Non fu facile, tuttavia, portare avanti il rito nel ‘900, tra guerre mondiali, fame, cambiamenti economici e sociali delle valli alpine: dopo la seconda guerra mondiale seguì un periodo di abbandono. Furono i più anziani a ridare, a piccole dosi, valore al carnevale anni dopo, in un momento in cui Valfloriana si trovava a fare i conti con lo spopolamento del boom industriale: «Molti emigrarono: chi all’estero, chi trasferendosi a Trento e il comune perdeva le sue anime» ricorda Giancarlo.
«Negli anni ‘70 si doveva dare una svolta: il carnevale, che fin lì non ne prevedeva la partecipazione, fu aperto finalmente anche alle donne».
Gli eventi che si susseguirono divennero cruciali per lanciare il mercato turistico: «è una festa, questa, diventata popolare e conosciuta fuori dalla valle a partire dagli anni ‘80: a livello turistico, grazie all’APT di Fiemme – afferma Giancarlo – e a livello artistico grazie al grande lavoro realizzato alla fine degli anni ‘70 dal regista perginese Renato Morelli col suo docufilm L’Albero e la maschera».
Prima era l’ex sindaco Marco Nones a organizzare l’evento: deceduto improvvisamente, dal 2000 è il Comitato Carnevale a proseguire nel compito organizzativo, oltre a occuparsi di altri eventi locali annuali. Un’occasione, questa, per i giovani locali under 30 di rimanere coesi e mantenere reciproci legami.
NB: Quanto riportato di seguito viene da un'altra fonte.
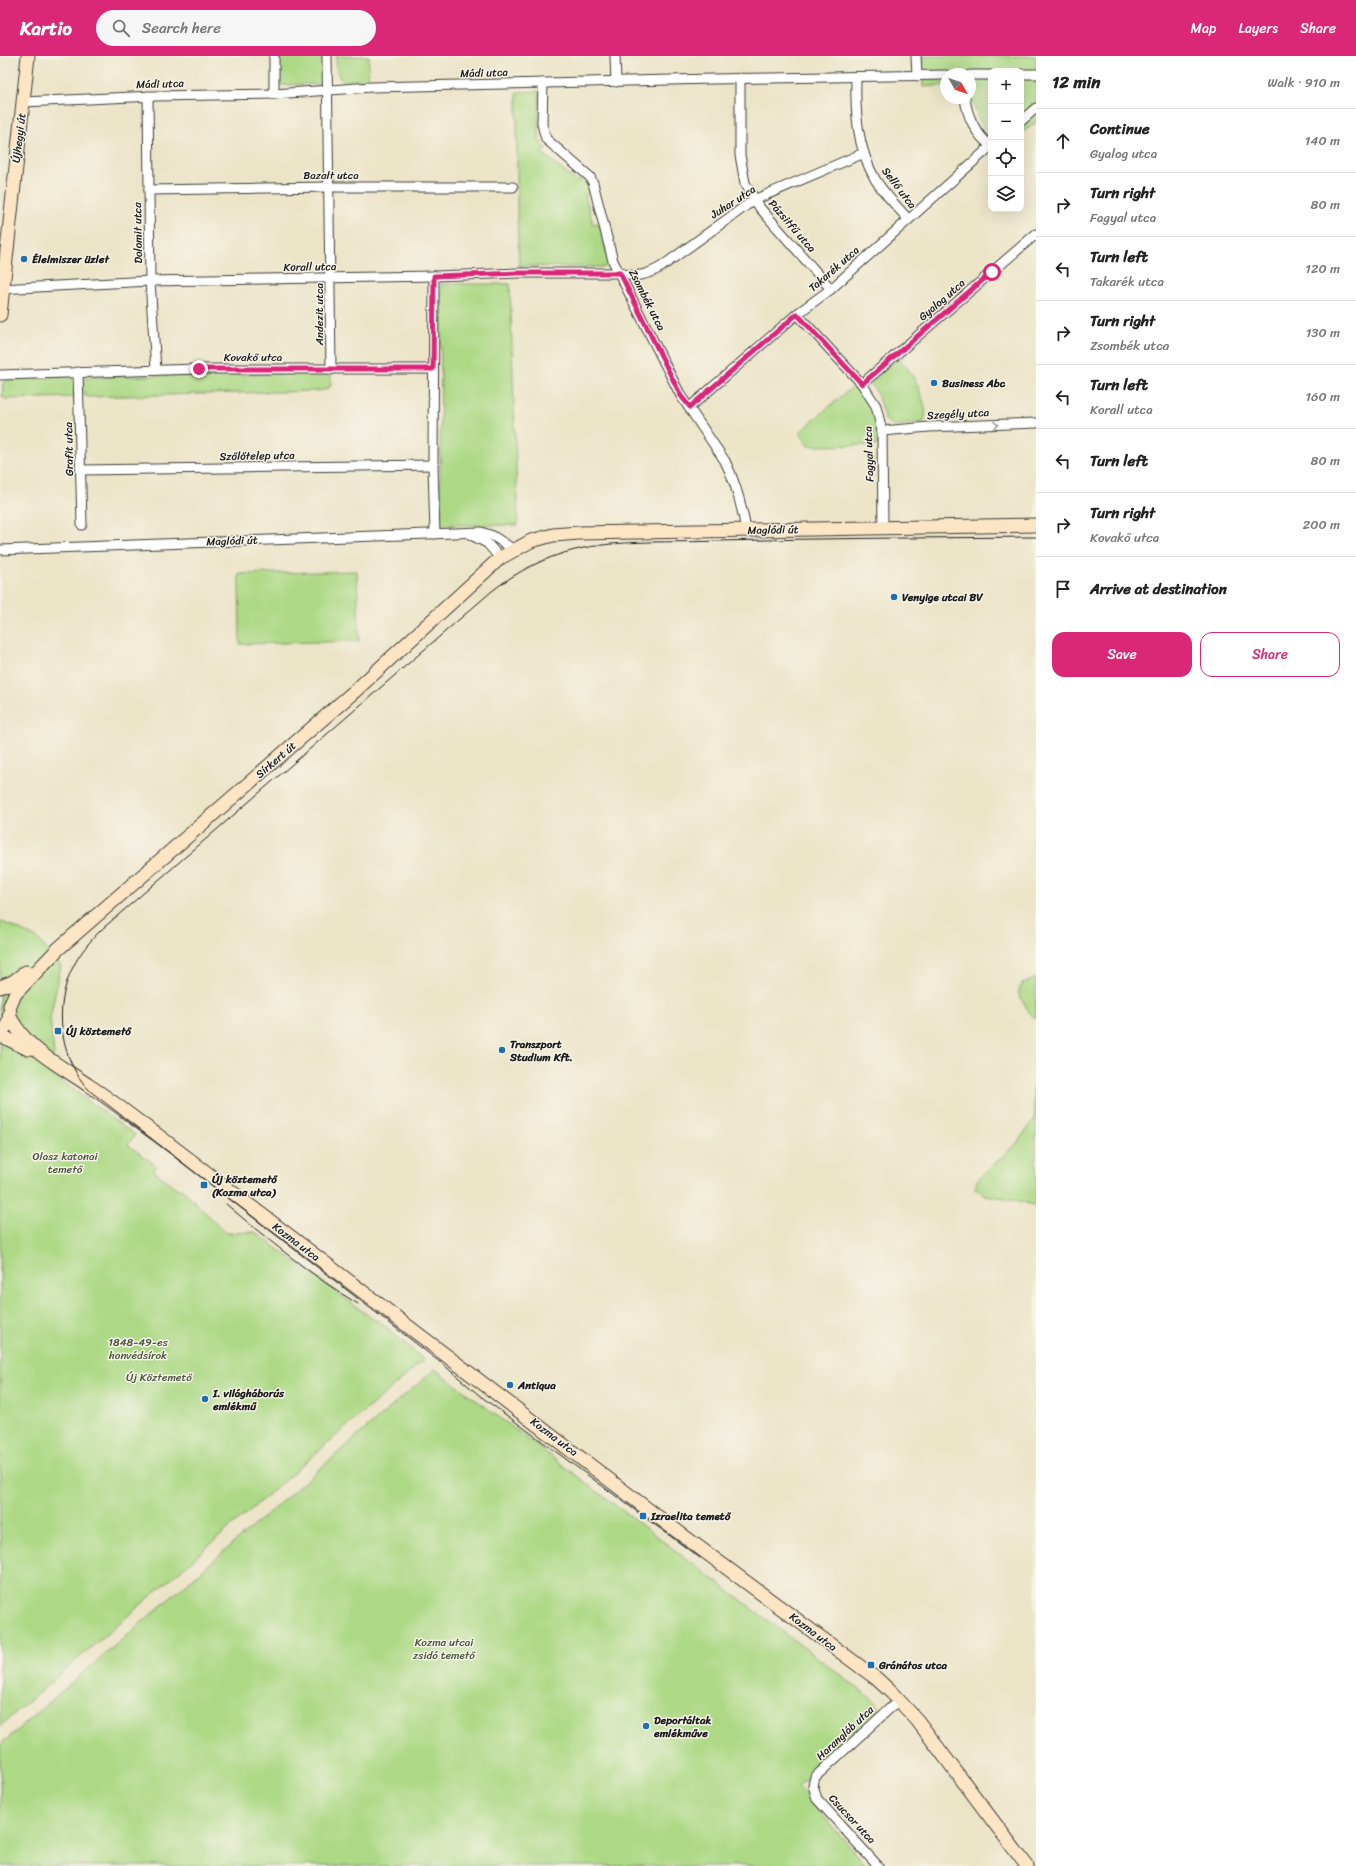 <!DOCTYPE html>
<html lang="en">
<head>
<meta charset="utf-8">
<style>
	:root { --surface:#fff; --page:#f6f6f6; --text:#222; --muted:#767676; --line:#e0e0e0; --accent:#db2777 }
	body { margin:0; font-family:Sriracha,sans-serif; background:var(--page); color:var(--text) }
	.controls { position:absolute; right:12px; top:12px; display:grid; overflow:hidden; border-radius:8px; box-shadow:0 4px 16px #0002 }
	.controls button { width:36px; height:36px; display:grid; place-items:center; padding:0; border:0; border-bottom:1px solid var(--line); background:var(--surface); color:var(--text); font:20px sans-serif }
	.compass { position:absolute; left:940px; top:12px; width:36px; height:36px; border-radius:50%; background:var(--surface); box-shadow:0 4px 16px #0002; rotate:130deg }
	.stop { position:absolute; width:12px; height:12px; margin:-9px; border:3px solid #db2777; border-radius:50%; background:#fff }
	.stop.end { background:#db2777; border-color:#fff; box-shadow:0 1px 4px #0008 }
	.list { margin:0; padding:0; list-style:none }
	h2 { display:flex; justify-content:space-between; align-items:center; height:52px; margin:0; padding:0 16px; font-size:17px }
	h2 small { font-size:13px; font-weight:400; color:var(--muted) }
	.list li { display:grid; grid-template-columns:26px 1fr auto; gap:12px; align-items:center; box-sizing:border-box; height:64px; padding:0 16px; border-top:1px solid var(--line) }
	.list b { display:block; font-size:15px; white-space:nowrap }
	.list p { margin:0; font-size:13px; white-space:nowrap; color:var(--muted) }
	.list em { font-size:13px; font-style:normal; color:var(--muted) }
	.actions { display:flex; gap:8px; padding:12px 16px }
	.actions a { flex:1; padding:9px 0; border:1px solid var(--accent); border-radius:12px; text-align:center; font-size:14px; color:var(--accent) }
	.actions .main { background:var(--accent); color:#fff }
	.icon { flex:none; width:22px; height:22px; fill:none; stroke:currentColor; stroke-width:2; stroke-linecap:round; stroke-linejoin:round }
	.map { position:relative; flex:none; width:1036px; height:1810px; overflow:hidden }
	header { display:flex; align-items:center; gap:24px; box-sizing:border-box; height:56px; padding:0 20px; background:var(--accent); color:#fff }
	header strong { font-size:19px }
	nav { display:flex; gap:22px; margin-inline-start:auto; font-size:14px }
	.search { width:280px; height:36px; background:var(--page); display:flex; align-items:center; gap:10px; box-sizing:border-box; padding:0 14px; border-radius:22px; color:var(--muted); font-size:15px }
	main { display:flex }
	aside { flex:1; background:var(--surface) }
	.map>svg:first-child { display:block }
	.green { fill:#add986; stroke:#647a51 }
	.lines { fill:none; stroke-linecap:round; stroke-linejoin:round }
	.street-casing { stroke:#3b3a36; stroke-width:11 }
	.secondary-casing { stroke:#3b3a36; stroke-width:15 }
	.street { stroke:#fff; stroke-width:9 }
	.secondary { stroke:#fce5c4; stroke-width:13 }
	.tram { stroke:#1c1c1c; stroke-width:1 }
	.oneway { stroke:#999 }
	.route { stroke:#db2777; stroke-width:5 }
	.poi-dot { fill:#1f6fb2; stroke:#f7f3e8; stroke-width:1.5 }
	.labels { text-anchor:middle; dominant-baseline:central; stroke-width:3; stroke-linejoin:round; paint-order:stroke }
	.street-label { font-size:11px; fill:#1c1c1c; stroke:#f7f3e8 }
	.poi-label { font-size:11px; font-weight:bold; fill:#1c1c1c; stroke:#f7f3e8; text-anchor:start }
	.park-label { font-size:11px; fill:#48553c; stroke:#f7f3e8 }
</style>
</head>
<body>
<header>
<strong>Kartio</strong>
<div class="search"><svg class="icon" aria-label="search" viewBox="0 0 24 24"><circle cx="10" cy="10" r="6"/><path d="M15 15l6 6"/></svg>Search here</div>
<nav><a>Map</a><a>Layers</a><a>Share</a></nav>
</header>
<main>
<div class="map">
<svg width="1036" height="1810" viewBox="0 0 1036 1810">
	<rect width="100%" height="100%" fill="#f7f3e8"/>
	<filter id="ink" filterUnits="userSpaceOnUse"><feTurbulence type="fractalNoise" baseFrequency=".025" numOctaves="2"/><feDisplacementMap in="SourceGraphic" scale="8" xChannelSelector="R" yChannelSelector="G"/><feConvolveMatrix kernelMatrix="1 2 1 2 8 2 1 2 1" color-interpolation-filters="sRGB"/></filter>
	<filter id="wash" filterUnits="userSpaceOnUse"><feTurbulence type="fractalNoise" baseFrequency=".012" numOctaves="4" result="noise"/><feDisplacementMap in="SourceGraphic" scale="16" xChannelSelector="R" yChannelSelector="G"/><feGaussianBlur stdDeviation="0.9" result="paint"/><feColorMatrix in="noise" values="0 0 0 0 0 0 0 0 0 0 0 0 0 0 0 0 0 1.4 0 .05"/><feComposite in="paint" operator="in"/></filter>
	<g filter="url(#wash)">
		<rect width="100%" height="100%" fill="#ece4c7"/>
		<!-- green -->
		<g class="green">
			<polygon points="279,0 325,0 325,28 280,29"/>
			<path d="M336,0H369L368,23L343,25C335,19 337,9 336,0Z"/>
			<path d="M922,0H1036V67L1021,77V15H991V82C976,63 970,42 970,18H946V29L923,31Z"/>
			<polygon points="539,35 539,84 546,92 542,97 577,126 581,122 588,128 592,137 585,139 593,168 599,167 609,207 606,211 519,210 517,157 517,36"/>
			<polygon points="441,228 510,228 518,469 440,469"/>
			<path d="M898,303C910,309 923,339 925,353C926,357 925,362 924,366L895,370L885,364L877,337L869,326Z"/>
			<polygon points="313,317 331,318 331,330 324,334 316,335 88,341 84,339 83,325 88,321"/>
			<polygon points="69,320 73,322 75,326 75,341 5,343 2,340 3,327 5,324"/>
			<path d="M858,326C873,345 878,366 878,389L808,390L800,376Z"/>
			<polygon points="357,515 359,585 240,588 239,518"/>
			<polygon points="0,865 37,882 61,910 50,962 54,998 48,1015 135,1079 128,1089 157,1110 154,1115 176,1132 183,1134 226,1177 255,1176 376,1265 378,1264 424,1304 0,1670"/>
			<polygon points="1036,922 1036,963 1029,956 1018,937 1022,928"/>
			<polygon points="1036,1028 1036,1150 1016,1144 985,1139 975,1133 977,1124 1017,1087 1035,1062 1033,1031"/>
			<polygon points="435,1313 876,1646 880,1656 798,1731 867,1810 0,1810 0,1689"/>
		</g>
	</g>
	<g filter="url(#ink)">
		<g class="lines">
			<defs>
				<g id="street">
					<polyline points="327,0 331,314"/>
					<polyline points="615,0 616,26"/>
					<polyline points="916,0 917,20"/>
					<polyline points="1021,18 1036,18"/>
					<polyline points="970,19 991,19"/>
					<path d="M856,21C855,56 857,91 875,123C883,137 897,150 908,163"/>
					<polyline points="740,22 740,99 745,127 760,152 831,233"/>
					<path d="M543,27L542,68L546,83L590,121L593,127L613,205L681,340L725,405C736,427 742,451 746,474"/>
					<polyline points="274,38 274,0"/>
					<polyline points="148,40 150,225 156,314"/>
					<path d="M965,42C967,60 976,79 991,90"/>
					<polyline points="23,46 154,40 274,38 372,31 713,23 946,19"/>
					<polyline points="1021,65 1036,52"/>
					<polyline points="149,134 329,131 513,131"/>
					<polyline points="434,220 433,409 435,478"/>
					<path d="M0,233L150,225L434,220L519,217H620C636,222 647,219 661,211L754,144L864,97"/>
					<polyline points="797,258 862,328 876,350 882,375 883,472"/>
					<polyline points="78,316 82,469"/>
					<polyline points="0,319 199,313 433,313"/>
					<polyline points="862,328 1036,178"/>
					<polyline points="690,351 797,258 831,233 991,90"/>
					<polyline points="882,375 929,371 1036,367"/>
					<polyline points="81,414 433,409"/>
					<polyline points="471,479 487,487 500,502"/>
					<polyline points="0,494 481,476 493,480 513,493"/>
					<polyline points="878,1810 817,1743 813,1729 815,1721 899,1644"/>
				</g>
				<g id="secondary">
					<polyline points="0,259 28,0"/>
					<polyline points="0,931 13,926 26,916"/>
					<polyline points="10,950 15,938 58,893 356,634 500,502 531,485 553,479 579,477 1036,469"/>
					<path d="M10,961C28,995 58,1008 88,1029C112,1044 133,1062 156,1078L654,1458L877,1623L892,1637L917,1664L1027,1810"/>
					<polyline points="0,977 8,968 10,956"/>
					<polyline points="0,979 28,993"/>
				</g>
			</defs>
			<!-- street casing -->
			<use href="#street" class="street-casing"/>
			<!-- secondary casing -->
			<use href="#secondary" class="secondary-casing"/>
			<!-- street -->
			<use href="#street" class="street"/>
			<!-- secondary -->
			<use href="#secondary" class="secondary"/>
			<!-- tram -->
			<g class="tram">
				<path d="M226,1148C266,1182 313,1221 358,1248"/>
				<path d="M700,1502L479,1339L445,1310L90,1035C59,1003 53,950 73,911C80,897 90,885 101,874L492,535C516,516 545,501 575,494C618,483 675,487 719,485C825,482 930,482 1036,481"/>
			</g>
		</g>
		<!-- one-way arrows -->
		<defs><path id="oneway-chevron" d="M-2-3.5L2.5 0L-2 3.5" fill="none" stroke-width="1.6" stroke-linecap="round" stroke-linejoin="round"/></defs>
		<use class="oneway" href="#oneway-chevron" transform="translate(996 369) rotate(-2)"/>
	</g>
	<g class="lines" filter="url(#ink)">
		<!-- route -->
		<polyline class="route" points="199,313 433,313 434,220 519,217 620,217 681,340 690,351 797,258 862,328 992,216"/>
	</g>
	<!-- markers -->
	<g class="poi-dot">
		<circle cx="24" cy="203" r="4"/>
		<circle cx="934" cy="327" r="4"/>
		<circle cx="894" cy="541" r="4"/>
		<rect x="54" y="971" width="8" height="8" rx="2"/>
		<circle cx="502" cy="994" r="4"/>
		<rect x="200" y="1125" width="8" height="8" rx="2"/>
		<circle cx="510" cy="1329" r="4"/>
		<circle cx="205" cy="1343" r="4"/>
		<rect x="639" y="1456" width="8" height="8" rx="2"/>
		<rect x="867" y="1605" width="8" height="8" rx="2"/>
		<circle cx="646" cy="1670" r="4"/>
	</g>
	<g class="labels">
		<!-- street labels -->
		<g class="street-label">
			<text transform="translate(484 17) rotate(-2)">Mádi utca</text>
			<text transform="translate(160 28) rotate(-2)">Mádi utca</text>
			<text transform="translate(19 82) rotate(-83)">Újhegyi út</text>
			<text x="331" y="119">Bazalt utca</text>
			<text transform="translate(899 132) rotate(53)">Sellő utca</text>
			<text transform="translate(733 146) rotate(-33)">Juhar utca</text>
			<text transform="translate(792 170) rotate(49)">Pázsitfű utca</text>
			<text transform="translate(138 177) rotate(-91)">Dolomit utca</text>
			<text transform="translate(310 211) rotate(-1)">Korall utca</text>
			<text transform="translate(834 213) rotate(-41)">Takarék utca</text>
			<text transform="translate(647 244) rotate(63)">Zsombék utca</text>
			<text transform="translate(942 244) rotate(-41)">Gyalog utca</text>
			<text transform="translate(319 258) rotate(-90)">Andezit utca</text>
			<text x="253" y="301">Kovakő utca</text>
			<text transform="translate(958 358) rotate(-3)">Szegély utca</text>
			<text transform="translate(69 393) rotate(-91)">Grafit utca</text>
			<text transform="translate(869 398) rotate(-92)">Fagyal utca</text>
			<text transform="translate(257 400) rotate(-1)">Szőlőtelep utca</text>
			<text transform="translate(773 474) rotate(-1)">Maglódi út</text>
			<text transform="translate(232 485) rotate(-2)">Maglódi út</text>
			<text transform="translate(276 704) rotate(-41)">Sírkert út</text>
			<text transform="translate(296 1186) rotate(37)">Kozma utca</text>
			<text transform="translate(554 1381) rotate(37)">Kozma utca</text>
			<text transform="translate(813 1576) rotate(37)">Kozma utca</text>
			<text transform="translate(845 1677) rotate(-43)">Harangláb utca</text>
			<text transform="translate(852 1763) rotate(47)">Csucsor utca</text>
		</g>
		<!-- poi labels -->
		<g class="poi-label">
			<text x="32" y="203">Élelmiszer üzlet</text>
			<text x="942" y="327">Business Abc</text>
			<text x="902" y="541">Venyige utcai BV</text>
			<text x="66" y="975">Új köztemető</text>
			<text x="510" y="988">Transzport<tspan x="510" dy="13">Studium Kft.</tspan></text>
			<text x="212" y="1123">Új köztemető<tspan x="212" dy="13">(Kozma utca)</tspan></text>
			<text x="518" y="1329">Antiqua</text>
			<text x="213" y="1337">I. világháborús<tspan x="213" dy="13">emlékmű</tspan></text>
			<text x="651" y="1460">Izraelita temető</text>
			<text x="879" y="1609">Gránátos utca</text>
			<text x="654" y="1664">Deportáltak<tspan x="654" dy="13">emlékműve</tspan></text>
		</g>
		<!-- park labels -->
		<g class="park-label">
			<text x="65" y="1100">Olasz katonai<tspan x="65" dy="13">temető</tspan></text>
			<text x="138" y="1286">1848-49-es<tspan x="138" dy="13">honvédsírok</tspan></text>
			<text x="159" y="1321">Új Köztemető</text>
			<text x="444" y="1586">Kozma utcai<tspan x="444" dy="13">zsidó temető</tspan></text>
		</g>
	</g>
</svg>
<div class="controls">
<button>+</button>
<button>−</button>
<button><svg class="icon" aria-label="locate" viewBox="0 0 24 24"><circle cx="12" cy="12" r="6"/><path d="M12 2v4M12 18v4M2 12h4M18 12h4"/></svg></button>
<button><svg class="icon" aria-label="layers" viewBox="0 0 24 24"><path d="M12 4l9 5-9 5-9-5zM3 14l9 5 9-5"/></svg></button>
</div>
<svg class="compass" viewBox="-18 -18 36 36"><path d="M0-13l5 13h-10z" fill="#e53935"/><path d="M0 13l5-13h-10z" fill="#767676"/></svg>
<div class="stop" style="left:992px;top:216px"></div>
<div class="stop end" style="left:199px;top:313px"></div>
</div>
<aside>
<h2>12 min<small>Walk · 910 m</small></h2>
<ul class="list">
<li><svg class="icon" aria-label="ahead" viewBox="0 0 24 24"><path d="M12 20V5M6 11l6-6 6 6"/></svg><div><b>Continue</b><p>Gyalog utca</p></div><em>140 m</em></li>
<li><svg class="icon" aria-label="right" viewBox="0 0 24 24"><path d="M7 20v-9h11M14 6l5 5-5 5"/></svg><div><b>Turn right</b><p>Fagyal utca</p></div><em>80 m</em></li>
<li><svg class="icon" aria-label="left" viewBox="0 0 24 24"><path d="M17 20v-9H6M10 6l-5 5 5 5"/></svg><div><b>Turn left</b><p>Takarék utca</p></div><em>120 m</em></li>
<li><svg class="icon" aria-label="right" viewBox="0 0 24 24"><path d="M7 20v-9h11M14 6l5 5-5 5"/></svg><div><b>Turn right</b><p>Zsombék utca</p></div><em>130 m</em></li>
<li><svg class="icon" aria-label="left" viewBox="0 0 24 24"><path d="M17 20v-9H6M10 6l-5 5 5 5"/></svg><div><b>Turn left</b><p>Korall utca</p></div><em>160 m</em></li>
<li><svg class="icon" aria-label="left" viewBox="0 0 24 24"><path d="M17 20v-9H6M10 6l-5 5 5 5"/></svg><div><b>Turn left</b></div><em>80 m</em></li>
<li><svg class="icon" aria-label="right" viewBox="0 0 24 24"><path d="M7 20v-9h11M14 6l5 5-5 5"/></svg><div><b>Turn right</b><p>Kovakő utca</p></div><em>200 m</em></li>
<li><svg class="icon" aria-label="arrive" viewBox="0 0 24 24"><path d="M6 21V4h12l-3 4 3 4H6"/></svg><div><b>Arrive at destination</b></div></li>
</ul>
<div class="actions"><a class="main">Save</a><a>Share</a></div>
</aside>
</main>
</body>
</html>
Poi arrivò l’interesse della Regione e la valorizzazione, odierna, anche grazie all’Euregio, rendendo i matoci maggiormente conosciuti al pubblico: «come Comitato siamo stati anche all’estero – ricorda – e abbiamo sfilato ad Amburgo, accanto ad altre maschere caratteristiche d’Europa, dai Carpazi alle Alpi».